* DATASET RECORDS:
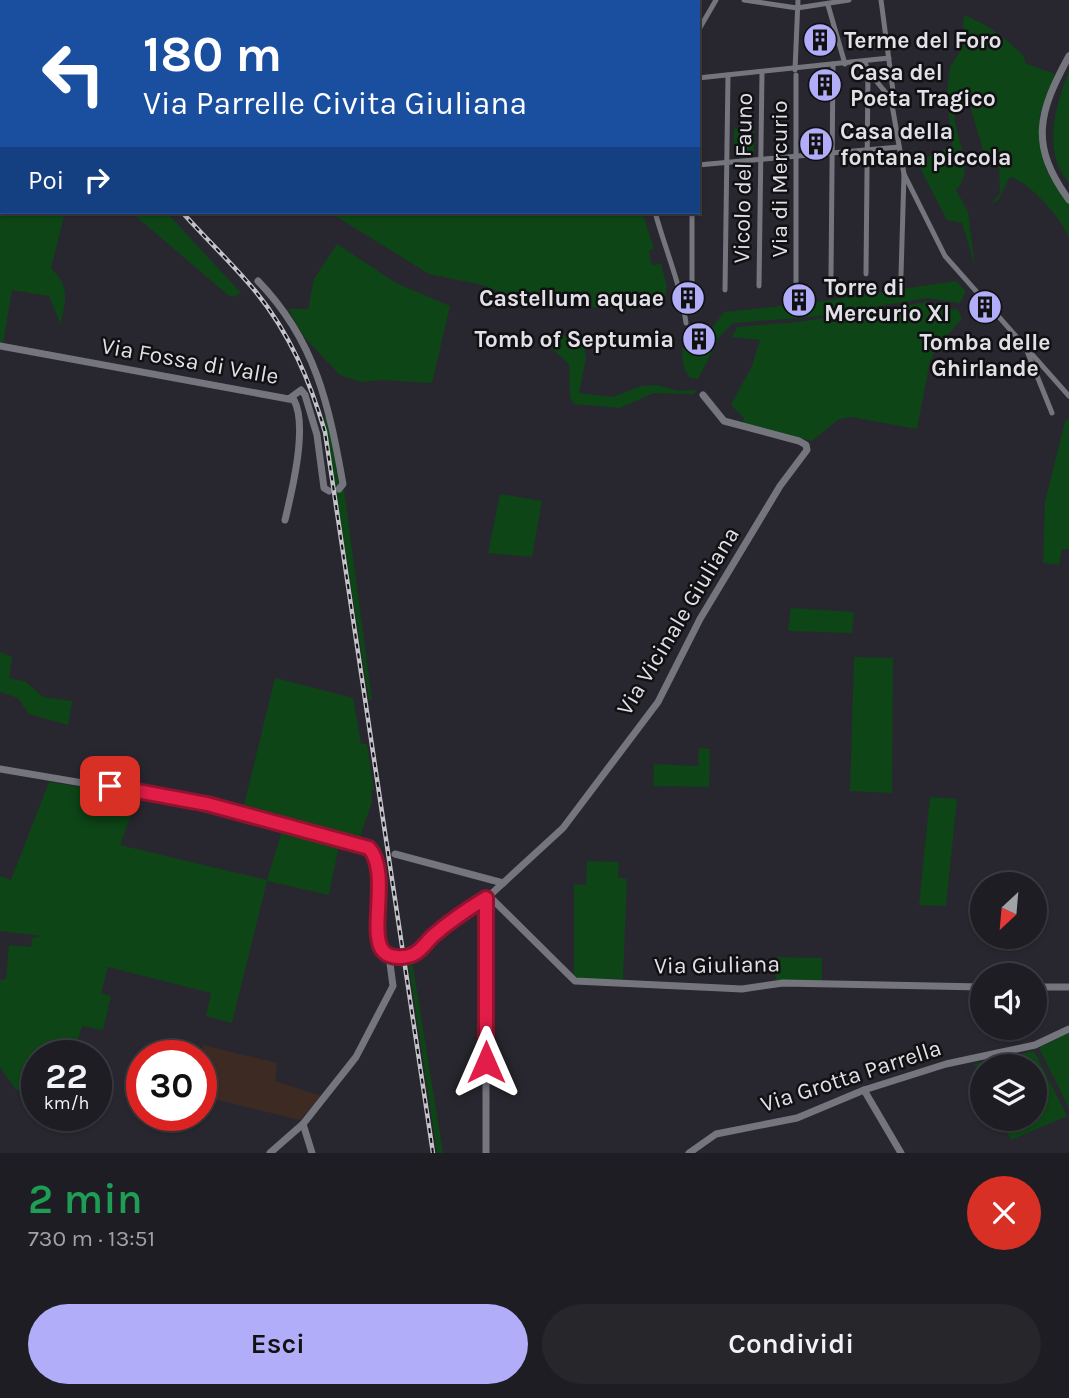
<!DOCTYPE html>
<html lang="it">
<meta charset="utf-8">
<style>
body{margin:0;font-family:Karla,sans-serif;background:#26262b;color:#f1f3f6;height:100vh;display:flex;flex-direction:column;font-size:26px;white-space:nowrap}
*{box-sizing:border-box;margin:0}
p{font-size:23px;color:#a1a2a6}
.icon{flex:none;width:38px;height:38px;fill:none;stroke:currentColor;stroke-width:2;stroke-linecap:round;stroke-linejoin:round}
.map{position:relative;height:1153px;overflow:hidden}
.sheet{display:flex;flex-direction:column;background:#1e1d23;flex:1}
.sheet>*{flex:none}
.banner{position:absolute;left:0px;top:0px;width:700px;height:214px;box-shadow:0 2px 5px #0004,0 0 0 2px #3c3b41;background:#1a4fa0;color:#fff;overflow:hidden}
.needle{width:46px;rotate:206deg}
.buttons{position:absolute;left:970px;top:872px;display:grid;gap:14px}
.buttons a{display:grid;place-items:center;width:77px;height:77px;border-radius:50%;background:#1e1d23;box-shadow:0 2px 5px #0004,0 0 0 2px #3c3b41;font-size:35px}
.speed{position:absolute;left:21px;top:1040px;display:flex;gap:14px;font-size:35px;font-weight:700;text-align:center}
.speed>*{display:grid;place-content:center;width:91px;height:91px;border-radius:50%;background:#1e1d23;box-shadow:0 2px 5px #0004,0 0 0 2px #3c3b41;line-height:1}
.speed small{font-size:18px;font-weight:400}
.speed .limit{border:10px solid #d22;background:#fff;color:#111}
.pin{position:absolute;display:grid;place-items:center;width:60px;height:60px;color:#fff;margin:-30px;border-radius:14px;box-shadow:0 4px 10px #0006}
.me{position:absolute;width:77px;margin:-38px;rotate:0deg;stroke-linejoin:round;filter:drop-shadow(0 0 5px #0008)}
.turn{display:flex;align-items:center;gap:24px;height:147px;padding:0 28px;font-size:32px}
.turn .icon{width:91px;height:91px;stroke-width:2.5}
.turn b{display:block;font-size:49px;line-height:60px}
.then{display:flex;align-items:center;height:66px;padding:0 28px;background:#0003;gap:14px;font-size:26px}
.round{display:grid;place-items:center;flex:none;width:74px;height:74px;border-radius:37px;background:#26262b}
.overview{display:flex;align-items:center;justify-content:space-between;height:119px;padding:0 28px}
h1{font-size:42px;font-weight:600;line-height:52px;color:#1e9e55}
.cta{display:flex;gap:14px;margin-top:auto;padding:14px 28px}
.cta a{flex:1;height:80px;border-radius:42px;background:#b2adf9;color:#111;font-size:28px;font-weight:600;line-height:80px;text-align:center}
.cta a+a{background:#26262b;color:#f1f3f6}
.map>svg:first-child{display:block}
</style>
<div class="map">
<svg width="1069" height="1153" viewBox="0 0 1069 1153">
<rect width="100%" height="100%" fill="#28272f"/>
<path fill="#3d2b23" d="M203,1045L277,1063L275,1081L321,1096L300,1120L201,1096Z"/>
<g fill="#0d4516">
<path d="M967,16C990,26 1006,39 1024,56L1025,63L1055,74L1040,115L1039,140L1047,172L1069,204V238C1062,219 1029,181 1010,177L998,200L991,204L1000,193L999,163L984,153L968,99L964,95L958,96C943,127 981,163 956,190L968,212L975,266L962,223L947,220L917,162L952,145L947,93L950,67L964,45L963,17Z"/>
<path d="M1069,70V183C1041,151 1056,105 1069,70Z"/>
<path d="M734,128L754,129V153H734Z"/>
<path d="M0,140L2,212H65L51,268C71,289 65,298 61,325L49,296L12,290L3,344L0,343Z"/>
<path d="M131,212H166L241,293L233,297L228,295Z"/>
<path d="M329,212H642L654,248L649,251L652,265L661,264L667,287L664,302H640L639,309L586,307L519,300L482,285L429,274Z"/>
<path d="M337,244L396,283L450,306L432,383L383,380L361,382L340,375L305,338L288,309H308L314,279Z"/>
<path d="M956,281L966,291L960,303L927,298L820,316L733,323L720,336L698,379L690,378C678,362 682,344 688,326H691L692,353L701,349L707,335L724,312L802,304Z"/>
<path d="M927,302L958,310L962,319L939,344L930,361L917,429L851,417L839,419L812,441L742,425L744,418L731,405L752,366L760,340L732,337L737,327L798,322Z"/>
<path d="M546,334L582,338L586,358L579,393L613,397L641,386L656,385L680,391L696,390L694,394L654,393L620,408L574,404L570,397L569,364L549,346Z"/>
<path d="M328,417L340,491L344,490L372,700H369L324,418Z"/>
<path d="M1069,419V549H1062L1059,565L1043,563L1045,502L1065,421Z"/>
<path d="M500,494L542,501L532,557L488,553Z"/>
<path d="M791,608L854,612L852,633L788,631Z"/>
<path d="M0,652L12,657L9,678L26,682L43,697L72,701L68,725L29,714L18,698L0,692Z"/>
<path d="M854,657L893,658L892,793L850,791Z"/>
<path d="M275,678L353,698L361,744H367L374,790L371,791L372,802L359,840L243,809Z"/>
<path d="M699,748L710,749L709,787L653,786L654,764L698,766Z"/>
<path d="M49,782L138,796L120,845L267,880L283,828L339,844L329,895L267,881L232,1023L206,1016L211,993L108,967L101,993L111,996L103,1030L82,1026L73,1055H37V1086L16,1090L0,1067V980L6,979L9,945L31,947L32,938L42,936L0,931V876L11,880Z"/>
<path d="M930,797L957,799L946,906L919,905Z"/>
<path d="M587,861L619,862L618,877L627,879L623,979H580L574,976V884L586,885Z"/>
<path d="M777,957L822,958V981L776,980Z"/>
<path d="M408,960H412L443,1153H437Z"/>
<path d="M1069,1033V1108L1039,1048Z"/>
<path d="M1034,1051L1067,1116L1011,1140L1000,1118H1034V1066H982V1079L974,1064Z"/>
</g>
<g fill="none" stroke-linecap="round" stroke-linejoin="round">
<g stroke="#75757e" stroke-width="5">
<path d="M536,0L537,2"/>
<path d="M597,0L598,2"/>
<path d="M744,0L797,8L849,0"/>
<path d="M881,0L893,91L891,99"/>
<path d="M828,5L845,64"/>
<path d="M698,31L716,0"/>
<path d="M865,62L868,71L891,99L904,174L945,256L1069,396"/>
<path d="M795,70L798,0"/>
<path d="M698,78L889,58"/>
<path d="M698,165L899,147"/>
<path d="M655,212C665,249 681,285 686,323"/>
<path d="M866,274L868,71"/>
<path d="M901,275L904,174"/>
<path d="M831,276L833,64"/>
<path d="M796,282V75"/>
<path d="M759,286L762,72"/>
<path d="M681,290L692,287V212"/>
<path d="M725,290L728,75"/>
<path d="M1027,351L1052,413"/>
</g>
<g stroke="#75757e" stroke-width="7">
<path d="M1069,56C1038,113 1029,145 1069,200"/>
<path d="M0,134H2"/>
<path d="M258,281C316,341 329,406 343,484L339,489"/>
<path d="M0,346L294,400C308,426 292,491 285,520"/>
<path d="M290,398L301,390L305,395L317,435L324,488L329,491"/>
<path d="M0,769L207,804L364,846C399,865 358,942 392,957L416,953L433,936L489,896L563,828L658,702L700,619L780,486L807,450L806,445L799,441L724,421L703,395"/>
<path d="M395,854L503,883"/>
<path d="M489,896L575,981L742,989L783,983L982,987"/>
<path d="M1034,987H1069"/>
<path d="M864,1090L901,1153"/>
<path d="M303,1124L312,1153"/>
<path d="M270,1153L303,1124L356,1057L393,986L389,956"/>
<path d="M486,1153V898"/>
<path d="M689,1153L716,1134L797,1118L864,1090L946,1064L1035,1045L1069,1029"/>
</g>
<g stroke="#c4c3ca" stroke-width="4.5">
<g id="rail">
<path d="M25,0L26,2"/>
<path d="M182,212C206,239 233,264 256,292C290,334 310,381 325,432L433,1153"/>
</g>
</g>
<use href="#rail" stroke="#111114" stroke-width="2" stroke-dasharray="5" stroke-linecap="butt"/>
</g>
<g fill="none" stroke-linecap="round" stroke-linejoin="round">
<g stroke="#92132f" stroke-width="18">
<path id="route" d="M110,786L207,804L369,848C391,872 367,936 384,952C391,959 406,958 414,954C422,950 427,941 434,935C450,921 468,909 486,898V1062"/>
</g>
<use href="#route" stroke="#e11d48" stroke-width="12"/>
</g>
<defs>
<g id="building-disc" transform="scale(1.75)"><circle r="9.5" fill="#b2adf9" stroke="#111114"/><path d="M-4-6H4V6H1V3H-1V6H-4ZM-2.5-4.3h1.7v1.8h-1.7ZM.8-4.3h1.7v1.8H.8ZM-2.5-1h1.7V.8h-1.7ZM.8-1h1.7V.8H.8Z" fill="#111"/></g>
</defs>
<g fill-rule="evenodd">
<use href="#building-disc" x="820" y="40"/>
<use href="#building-disc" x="825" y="85"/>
<use href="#building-disc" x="816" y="144"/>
<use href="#building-disc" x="688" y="298"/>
<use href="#building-disc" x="799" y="300"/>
<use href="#building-disc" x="985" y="307"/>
<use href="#building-disc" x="699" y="339"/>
</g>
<g text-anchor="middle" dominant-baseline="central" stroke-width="5" stroke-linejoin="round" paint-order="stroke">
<g font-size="23" font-weight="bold" fill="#e2e1e7" stroke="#111114" text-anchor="start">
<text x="844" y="40">Terme del Foro</text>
<text x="850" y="72">Casa del<tspan x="850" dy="26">Poeta Tragico</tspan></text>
<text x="840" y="131">Casa della<tspan x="840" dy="26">fontana piccola</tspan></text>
<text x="824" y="287">Torre di<tspan x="824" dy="26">Mercurio XI</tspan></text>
<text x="664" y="298" text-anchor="end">Castellum aquae</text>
<text x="674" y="339" text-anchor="end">Tomb of Septumia</text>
<text x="985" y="342" text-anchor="middle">Tomba delle<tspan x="985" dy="26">Ghirlande</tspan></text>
</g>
<g font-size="23" fill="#e2e1e7" stroke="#111114">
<text transform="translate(743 178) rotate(-89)">Vicolo del Fauno</text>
<text transform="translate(779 179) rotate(-90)">Via di Mercurio</text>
<text transform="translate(190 361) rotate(10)">Via Fossa di Valle</text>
<text transform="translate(678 621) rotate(-59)">Via Vicinale Giuliana</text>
<text transform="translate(717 965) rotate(-1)">Via Giuliana</text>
<text transform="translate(851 1076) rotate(-18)">Via Grotta Parrella</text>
</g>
</g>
</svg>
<div class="buttons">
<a><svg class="needle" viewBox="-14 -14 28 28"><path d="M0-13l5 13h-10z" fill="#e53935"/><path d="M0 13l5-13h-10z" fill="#a1a2a6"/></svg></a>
<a><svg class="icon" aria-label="sound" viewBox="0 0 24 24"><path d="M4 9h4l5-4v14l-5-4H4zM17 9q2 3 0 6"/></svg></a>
<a><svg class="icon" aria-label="layers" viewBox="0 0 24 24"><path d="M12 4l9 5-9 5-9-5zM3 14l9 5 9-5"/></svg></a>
</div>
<div class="speed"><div>22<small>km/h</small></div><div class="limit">30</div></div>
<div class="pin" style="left:110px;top:786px;background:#d93025"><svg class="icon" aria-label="arrive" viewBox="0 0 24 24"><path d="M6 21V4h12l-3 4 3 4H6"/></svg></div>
<svg class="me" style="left:486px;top:1062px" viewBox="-20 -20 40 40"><path d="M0-17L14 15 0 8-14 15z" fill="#e11d48" stroke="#fff" stroke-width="4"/></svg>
<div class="banner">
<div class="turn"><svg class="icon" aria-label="left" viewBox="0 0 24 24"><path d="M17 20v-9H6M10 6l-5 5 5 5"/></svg><div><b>180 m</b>Via Parrelle Civita Giuliana</div></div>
<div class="then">Poi<svg class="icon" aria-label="right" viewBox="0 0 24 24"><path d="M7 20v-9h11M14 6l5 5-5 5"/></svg></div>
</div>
</div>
<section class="sheet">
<div class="overview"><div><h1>2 min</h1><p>730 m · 13:51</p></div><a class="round" style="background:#d93025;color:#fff"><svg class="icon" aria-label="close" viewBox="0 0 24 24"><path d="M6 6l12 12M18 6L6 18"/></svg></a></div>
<div class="cta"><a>Esci</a><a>Condividi</a></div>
</section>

* DIRECTIONS FOR THIS TASK: Since only the total is wanted, work out how many lines of the data above contain "buttons" and state it alone.

* SOLUTION TO THE EXERCISE: 3